His wife has Alzheimer's disease and has walked away from home more than once. McCollum says a GPS tracking system would act as an added safety cushion.

"If she had something that told people where she was or that we could locate her, it would have been useful," said McCollum.

Police no longer working with GPS tracking company

The force's new chief Marc Parent liked the idea, but according to police spokesperson Ian Lafreniere the company that would have overseen the project is no longer involved with Montreal police.

"It was decided that it would be over with the company that we've been involved with, so this is really a business decision," said Lafreniere.

The idea was launched last winter when two people with dementia wandered away from home and died from exposure.

Their deaths highlighted a growing problem affecting half a million Canadians.

Only takes seconds to disappear

Montreal's Alzheimer's group wants people to know that it only takes seconds for someone to walk away undetected.

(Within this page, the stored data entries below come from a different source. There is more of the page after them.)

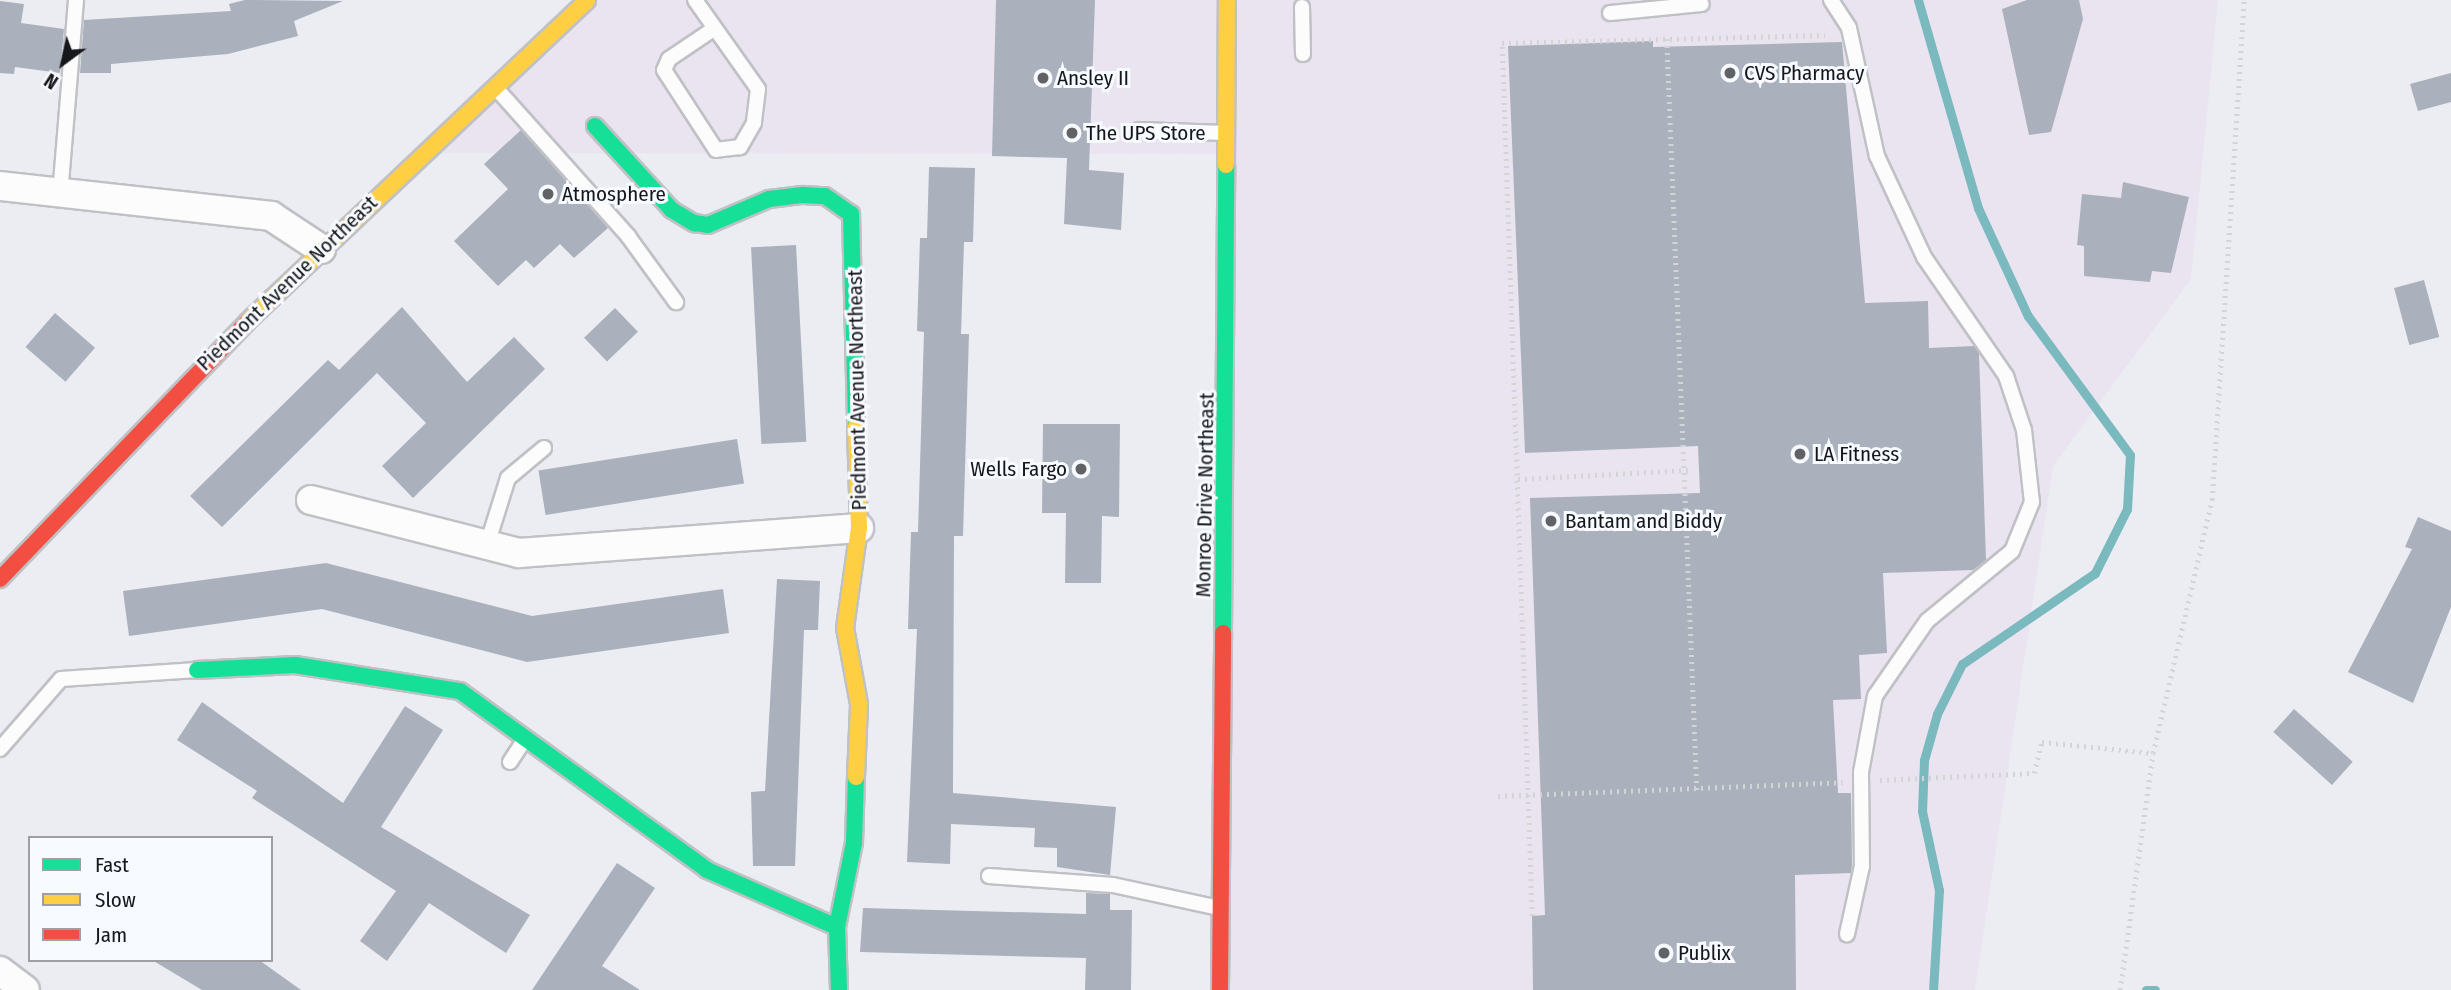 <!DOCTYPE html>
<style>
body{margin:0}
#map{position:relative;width:2451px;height:990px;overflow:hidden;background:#ebedf2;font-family:"Fira Sans Condensed",sans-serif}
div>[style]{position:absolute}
.commercial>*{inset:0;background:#eae4f1}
.stream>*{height:9px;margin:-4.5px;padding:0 4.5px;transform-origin:4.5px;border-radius:4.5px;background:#7ab9be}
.building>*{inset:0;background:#aab0bc;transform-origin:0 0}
.path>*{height:4.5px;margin-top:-2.25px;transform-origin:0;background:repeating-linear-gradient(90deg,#d3d4d5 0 2px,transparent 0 7px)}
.roads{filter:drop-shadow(2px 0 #c0c1c5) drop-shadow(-2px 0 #c0c1c5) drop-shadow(0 2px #c0c1c5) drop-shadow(0 -2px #c0c1c5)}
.lane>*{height:14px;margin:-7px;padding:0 7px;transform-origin:7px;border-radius:7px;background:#fcfcfd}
.street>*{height:28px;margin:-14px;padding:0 14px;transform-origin:14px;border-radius:14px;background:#fcfcfd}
.fast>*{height:16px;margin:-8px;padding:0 8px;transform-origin:8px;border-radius:8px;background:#16e098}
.slow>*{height:16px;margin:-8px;padding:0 8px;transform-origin:8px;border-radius:8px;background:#ffcf43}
.jam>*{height:16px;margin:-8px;padding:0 8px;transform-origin:8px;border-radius:8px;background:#f24e42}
.dots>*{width:19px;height:19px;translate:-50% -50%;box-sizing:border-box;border:4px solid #f7faff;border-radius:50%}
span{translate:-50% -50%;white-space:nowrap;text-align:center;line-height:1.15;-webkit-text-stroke:6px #f7faff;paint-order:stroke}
.poi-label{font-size:21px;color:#16171a}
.left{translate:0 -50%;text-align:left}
.right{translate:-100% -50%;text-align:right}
.street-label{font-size:21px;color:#16171a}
.legend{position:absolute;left:28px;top:836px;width:245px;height:126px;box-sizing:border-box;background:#f7faff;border:2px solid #9d9fa3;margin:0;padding:9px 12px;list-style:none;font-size:21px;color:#16171a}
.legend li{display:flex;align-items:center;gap:14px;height:35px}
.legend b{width:35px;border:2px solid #9d9fa3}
.north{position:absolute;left:28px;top:28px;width:70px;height:70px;-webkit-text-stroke:5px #f7faff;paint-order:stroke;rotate:213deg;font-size:19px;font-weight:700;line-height:28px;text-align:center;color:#16171a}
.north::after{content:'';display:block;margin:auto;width:24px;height:32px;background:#16171a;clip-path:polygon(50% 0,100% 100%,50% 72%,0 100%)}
</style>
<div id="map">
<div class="commercial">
<i style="clip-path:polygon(594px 0,2218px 0,2191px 279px,2053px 466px,1975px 990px,1221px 990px,1220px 154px,420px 153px)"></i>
</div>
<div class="stream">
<i style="left:1918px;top:0;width:216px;rotate:73.9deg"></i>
<i style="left:1978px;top:208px;width:119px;rotate:65.2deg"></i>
<i style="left:2028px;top:316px;width:172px;rotate:53.7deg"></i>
<i style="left:2130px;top:455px;width:54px;rotate:93.2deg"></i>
<i style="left:2127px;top:509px;width:72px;rotate:116.6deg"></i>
<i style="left:2095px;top:573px;width:161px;rotate:145.6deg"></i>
<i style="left:1962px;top:664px;width:56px;rotate:116.6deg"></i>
<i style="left:1937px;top:714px;width:48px;rotate:105.8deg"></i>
<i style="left:1924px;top:760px;width:51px;rotate:92.2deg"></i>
<i style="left:1922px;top:811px;width:81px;rotate:77.9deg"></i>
<i style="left:1939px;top:890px;width:100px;rotate:93.4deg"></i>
<i style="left:2146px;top:990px;width:9px"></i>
</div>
<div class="building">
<i style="clip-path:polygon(245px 0,343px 1px,294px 21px,298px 36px,228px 54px,111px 64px,111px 73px,80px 73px,84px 20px,231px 11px,229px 4px)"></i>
<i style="clip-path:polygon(996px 0,1095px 0,1089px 170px,1124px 173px,1121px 230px,1064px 224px,1067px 158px,992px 156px)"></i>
<i style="clip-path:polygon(2027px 0,2079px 0,2083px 19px,2051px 132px,2029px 135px,2002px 9px)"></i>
<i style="clip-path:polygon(0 1px,24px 4px,21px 23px,64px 29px,60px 73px,15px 67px,14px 74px,0 73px)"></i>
<i style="clip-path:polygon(1653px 41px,1653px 47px,1842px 42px,1865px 303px,1928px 301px,1929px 348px,1974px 346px,1979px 353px,1986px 560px,1973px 570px,1883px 573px,1887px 653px,1859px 655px,1861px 699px,1833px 700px,1838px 793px,1851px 793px,1852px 865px,1851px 873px,1795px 875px,1796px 990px,1533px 990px,1532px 916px,1545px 915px,1530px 498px,1700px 493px,1698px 446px,1525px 453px,1508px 46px)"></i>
<i style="clip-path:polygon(2451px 73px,2451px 102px,2418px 111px,2410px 84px)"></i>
<i style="clip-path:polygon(521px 130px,608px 228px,574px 258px,560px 244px,534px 268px,526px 260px,498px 286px,454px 241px,508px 189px,484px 164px)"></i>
<i style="clip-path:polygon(929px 167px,975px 168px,973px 242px,964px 242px,961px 334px,969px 334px,963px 536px,954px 536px,953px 793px,1116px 807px,1110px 875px,1057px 867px,1057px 848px,1034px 847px,1035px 828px,951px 824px,950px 864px,907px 862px,917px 629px,908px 629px,911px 532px,918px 532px,924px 332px,917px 331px,920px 238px,927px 238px)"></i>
<i style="clip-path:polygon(2123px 182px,2189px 197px,2171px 273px,2152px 271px,2150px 282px,2084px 276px,2084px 246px,2077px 245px,2082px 194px,2121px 198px)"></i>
<i style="left:796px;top:245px;width:197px;height:45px;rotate:87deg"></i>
<i style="left:2424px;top:280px;width:59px;height:31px;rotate:75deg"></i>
<i style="clip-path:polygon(402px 307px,467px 382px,514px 337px,545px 369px,413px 498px,382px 466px,426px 423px,377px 373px,222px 527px,190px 496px,328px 360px,339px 370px)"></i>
<i style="left:615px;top:308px;width:33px;height:43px;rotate:46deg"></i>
<i style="left:55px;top:313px;width:53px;height:45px;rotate:41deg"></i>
<i style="clip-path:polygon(1043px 424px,1120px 424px,1119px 517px,1102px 516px,1101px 583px,1065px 583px,1066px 513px,1042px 513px)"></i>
<i style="left:737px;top:439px;width:45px;height:201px;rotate:81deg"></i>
<i style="clip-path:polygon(2418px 517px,2451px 531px,2451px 607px,2413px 703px,2348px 672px,2412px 549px,2405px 547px)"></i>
<i style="clip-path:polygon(326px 563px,532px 616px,723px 589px,729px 633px,527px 662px,322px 609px,129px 636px,123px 591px)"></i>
<i style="clip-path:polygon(777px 579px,820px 581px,818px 630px,804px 630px,795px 866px,753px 866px,751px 792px,765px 791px)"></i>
<i style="clip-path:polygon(202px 702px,343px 803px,405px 706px,443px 730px,381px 827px,530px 915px,506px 953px,429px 903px,387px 961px,360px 941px,396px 891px,252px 798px,257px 791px,177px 740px)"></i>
<i style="left:2294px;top:709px;width:79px;height:31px;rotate:42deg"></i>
<i style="clip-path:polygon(617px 863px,655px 888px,602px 966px,640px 990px,532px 990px)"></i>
<i style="clip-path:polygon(1086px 893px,1110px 894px,1110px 910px,1132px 910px,1131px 990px,1085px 990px,1086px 958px,860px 952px,863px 908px,1086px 914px)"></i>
<i style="clip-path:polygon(152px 960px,259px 960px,301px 990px,202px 990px)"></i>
</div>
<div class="path">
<i style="left:1667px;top:39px;width:752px;rotate:87.71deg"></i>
<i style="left:1518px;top:479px;width:170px;rotate:-3deg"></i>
<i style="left:1880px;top:780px;width:154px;rotate:-2.6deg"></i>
<i style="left:2034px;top:773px;width:32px;rotate:-76deg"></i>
<i style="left:2042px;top:742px;width:112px;rotate:5.7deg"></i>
<i style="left:1498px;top:796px;width:345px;rotate:-2.3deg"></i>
<i style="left:1532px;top:916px;width:874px;rotate:-91.97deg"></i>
<i style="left:1502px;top:43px;width:323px;rotate:-1.4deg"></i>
<i style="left:2120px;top:990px;width:239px;rotate:-82.1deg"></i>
<i style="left:2153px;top:753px;width:260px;rotate:-76.9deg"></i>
<i style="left:2212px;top:500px;width:501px;rotate:-86.34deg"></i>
</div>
<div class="roads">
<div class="lane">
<i style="left:695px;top:0;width:109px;rotate:54.7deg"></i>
<i style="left:758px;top:89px;width:34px;rotate:97deg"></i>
<i style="left:754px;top:123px;width:28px;rotate:120deg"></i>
<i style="left:740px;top:147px;width:24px;rotate:173deg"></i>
<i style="left:716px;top:150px;width:95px;rotate:-123deg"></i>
<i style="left:664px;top:70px;width:12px;rotate:-66deg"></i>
<i style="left:669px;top:59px;width:55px;rotate:-34deg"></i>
<i style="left:1831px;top:0;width:33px;rotate:57deg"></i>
<i style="left:1849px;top:28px;width:131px;rotate:77.7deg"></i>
<i style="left:1877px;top:156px;width:111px;rotate:65deg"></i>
<i style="left:1924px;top:257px;width:145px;rotate:55.4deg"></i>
<i style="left:2006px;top:376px;width:57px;rotate:71.6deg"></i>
<i style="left:2024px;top:430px;width:72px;rotate:83.7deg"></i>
<i style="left:2032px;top:502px;width:53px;rotate:112.2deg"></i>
<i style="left:2012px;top:551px;width:110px;rotate:140.5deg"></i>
<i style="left:1927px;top:621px;width:91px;rotate:124.7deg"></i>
<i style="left:1875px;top:696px;width:77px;rotate:100.4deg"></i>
<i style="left:1861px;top:772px;width:94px;rotate:89.4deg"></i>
<i style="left:1862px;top:866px;width:70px;rotate:102.4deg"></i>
<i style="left:1302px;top:7px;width:47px;rotate:88.8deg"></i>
<i style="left:1610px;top:13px;width:92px;rotate:-5.6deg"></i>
<i style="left:495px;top:87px;width:200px;rotate:48.2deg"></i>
<i style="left:628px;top:236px;width:82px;rotate:54deg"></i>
<i style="left:1139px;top:130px;width:87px;rotate:2deg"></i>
<i style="left:60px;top:195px;width:196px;rotate:-85.3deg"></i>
<i style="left:487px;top:545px;width:70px;rotate:-72.6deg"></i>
<i style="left:508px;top:478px;width:47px;rotate:-39.8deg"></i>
<i style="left:0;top:749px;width:93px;rotate:-48.9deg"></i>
<i style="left:61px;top:679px;width:136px;rotate:-3.8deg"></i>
<i style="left:510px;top:762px;width:27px;rotate:-57deg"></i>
<i style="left:989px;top:876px;width:124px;rotate:4.2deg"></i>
<i style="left:1113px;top:885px;width:108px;rotate:12.2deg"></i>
</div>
<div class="street">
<i style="left:0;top:186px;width:273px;rotate:6.3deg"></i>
<i style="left:271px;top:216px;width:60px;rotate:33.4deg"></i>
<i style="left:311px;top:500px;width:215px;rotate:14.3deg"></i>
<i style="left:519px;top:553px;width:341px;rotate:-4.2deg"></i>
<i style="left:0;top:971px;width:31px;rotate:37deg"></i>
</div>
<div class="fast">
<i style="left:595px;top:126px;width:114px;rotate:47.5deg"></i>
<i style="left:672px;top:210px;width:26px;rotate:31deg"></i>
<i style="left:694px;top:223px;width:14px;rotate:8deg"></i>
<i style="left:708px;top:225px;width:66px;rotate:-23.1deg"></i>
<i style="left:769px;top:199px;width:34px;rotate:-7deg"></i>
<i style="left:803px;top:195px;width:22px;rotate:3deg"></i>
<i style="left:825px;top:196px;width:32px;rotate:35deg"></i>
<i style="left:851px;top:214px;width:212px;rotate:88.6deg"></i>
<i style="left:1223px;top:633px;width:468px;rotate:-89.6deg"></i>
<i style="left:197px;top:670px;width:98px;rotate:-2.9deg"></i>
<i style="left:295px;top:665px;width:167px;rotate:9deg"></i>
<i style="left:460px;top:691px;width:305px;rotate:35.9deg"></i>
<i style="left:707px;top:870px;width:142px;rotate:23.7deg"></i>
<i style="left:839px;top:990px;width:63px;rotate:-91.8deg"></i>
<i style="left:837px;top:927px;width:86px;rotate:-78.6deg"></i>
<i style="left:854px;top:843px;width:66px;rotate:-88.3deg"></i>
</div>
<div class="slow">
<i style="left:1226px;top:165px;width:165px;rotate:-89.7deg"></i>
<i style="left:247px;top:322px;width:468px;rotate:-43.4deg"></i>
<i style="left:856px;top:777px;width:73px;rotate:-87.6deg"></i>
<i style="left:859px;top:704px;width:77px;rotate:-100.4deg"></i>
<i style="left:845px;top:628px;width:101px;rotate:-82deg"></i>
<i style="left:859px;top:528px;width:102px;rotate:-91.7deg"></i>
</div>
<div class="jam">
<i style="left:0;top:579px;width:356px;rotate:-46.1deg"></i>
<i style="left:1220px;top:990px;width:357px;rotate:-89.5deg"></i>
</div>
</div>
<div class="dots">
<i style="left:1730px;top:73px;background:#616266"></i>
<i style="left:1043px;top:78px;background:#616266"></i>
<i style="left:1072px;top:133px;background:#616266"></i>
<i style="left:548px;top:194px;background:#616266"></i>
<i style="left:1800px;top:454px;background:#616266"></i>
<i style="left:1081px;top:469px;background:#616266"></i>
<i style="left:1551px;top:521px;background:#616266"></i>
<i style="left:1664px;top:953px;background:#616266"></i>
</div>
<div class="poi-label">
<span class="left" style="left:1744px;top:73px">CVS Pharmacy</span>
<span class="left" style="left:1057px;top:78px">Ansley II</span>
<span class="left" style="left:1086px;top:133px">The UPS Store</span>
<span class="left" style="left:562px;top:194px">Atmosphere</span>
<span class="left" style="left:1814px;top:454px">LA Fitness</span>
<span class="right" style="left:1067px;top:469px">Wells Fargo</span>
<span class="left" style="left:1565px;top:521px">Bantam and Biddy</span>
<span class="left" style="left:1678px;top:953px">Publix</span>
</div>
<div class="street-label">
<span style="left:287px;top:283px;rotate:-44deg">Piedmont Avenue Northeast</span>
<span style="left:857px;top:390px;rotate:-91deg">Piedmont Avenue Northeast</span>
<span style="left:1205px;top:495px;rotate:-89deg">Monroe Drive Northeast</span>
</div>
<ul class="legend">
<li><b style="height:9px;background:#16e098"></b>Fast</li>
<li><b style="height:9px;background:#ffcf43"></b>Slow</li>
<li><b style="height:9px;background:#f24e42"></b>Jam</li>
</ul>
<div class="north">N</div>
</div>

"We know from experience, unfortunately, particularly in the winter how short a time it takes until someone succumbs to the conditions and if anything can give a level of security, a level of safety to people suffering from Alzheimer's disease, we're for it," said Linda Israel.

Jens Pruessner is the director for McGill's Centre for Studies in Aging, and he says as baby boomers grow older, the country will face a pandemic.

"I think you cannot replace individual care with such a technology but it can actually help to prevent accidents," said Pruessner.

The United States and the UK already have GPS tracking of dementia patients in action.